The Top Spin is a thrill ride developed by HUSS Park Attractions and Mondial, and is the generic name for a series of rides from other manufacturers that follow the same principle. The ride consists of a passenger platform suspended between two counterweighted arms. The arms are turned by motors, while the platform typically only has brakes that are engaged and disengaged at various points of the ride cycle. A typical top spin program runs the main arm motors while engaging and disengaging the platform brakes so that it will rotate in exciting ways. The minimum rider height requirement is 54 inches; maximum is 80 inches due to the seat and restraint design. The ride was introduced to the public in 1990 and proved an instant success with European fairgoers.

Ride experience
Huss has designed the ride so that park and carnival operators may choose one of eight preset ride "programs." Most last no more than two minutes and consist of several moderate-speed loops, flips, and face-down gondola "hangtime" before unlocking the gondola hydraulics and swinging the riders back and forth. Some Top Spin rides have the added feature of water fountains which are mainly used at the end of the ride sequence soaking the riders as they are slowly lowered face first into the un-escapable water jets. Cycles can be customized to include more intense repetitive flips and also be under manual operator control.
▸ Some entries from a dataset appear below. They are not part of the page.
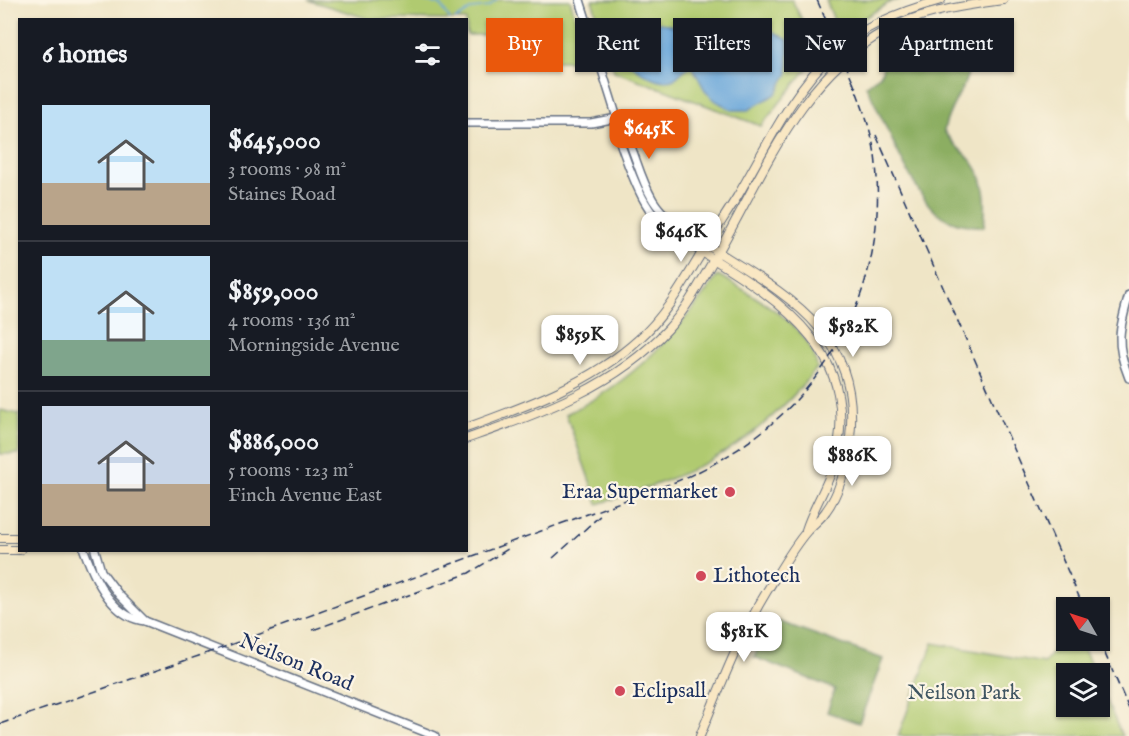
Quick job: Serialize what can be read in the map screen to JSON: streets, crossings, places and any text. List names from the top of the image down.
{
  "streets": {
    "street": ["Neilson Road"]
  },
  "parks": ["Neilson Park"],
  "places": ["Eraa Supermarket", "Lithotech", "Eclipsall"],
  "north": "top left",
  "page": {
    "chip": [
      "Buy",
      "Rent",
      "Filters",
      "New",
      "Apartment"
    ],
    "heading": "6 homes",
    "list": [
      {
        "name": "$645,000",
        "note": "3 rooms · 98 m² · Staines Road"
      },
      {
        "name": "$859,000",
        "note": "4 rooms · 136 m² · Morningside Avenue"
      },
      {
        "name": "$886,000",
        "note": "5 rooms · 123 m² · Finch Avenue East"
      }
    ],
    "price": [
      "$645K",
      "$646K",
      "$582K",
      "$859K",
      "$886K",
      "$581K"
    ]
  }
}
A world record was set with over 100 gondola flips during a cycle with a theme park model in Germany.

Variations
 The original Topspin concept has two rows of seating with self lowering lap bars and rider spotlights.
 The Giant Top Spin is a larger version of the Top Spin, seating up to 84 passengers in three rows on the platform. Only one park in the United States featured a Giant Top Spin, The Crypt at Kings Island in Ohio. However, its third row was removed in 2008, reducing the capacity. The ride structure was still larger than any other. It closed after the 2011 season.
 The Suspended Top Spin is a floorless version of the ride that can hold up to 40 passengers in two rows back to back.
 The Top Spin 2 is a smaller version of the original, designed for showmen who require a ride that fits onto a single trailer. This version enables the platform to perform almost endless loops. This version tends to have telescoping drum supports to hold the main control arms.

There are also numerous other Top Spin rides that were later developed by other companies as rivals to the Huss versions.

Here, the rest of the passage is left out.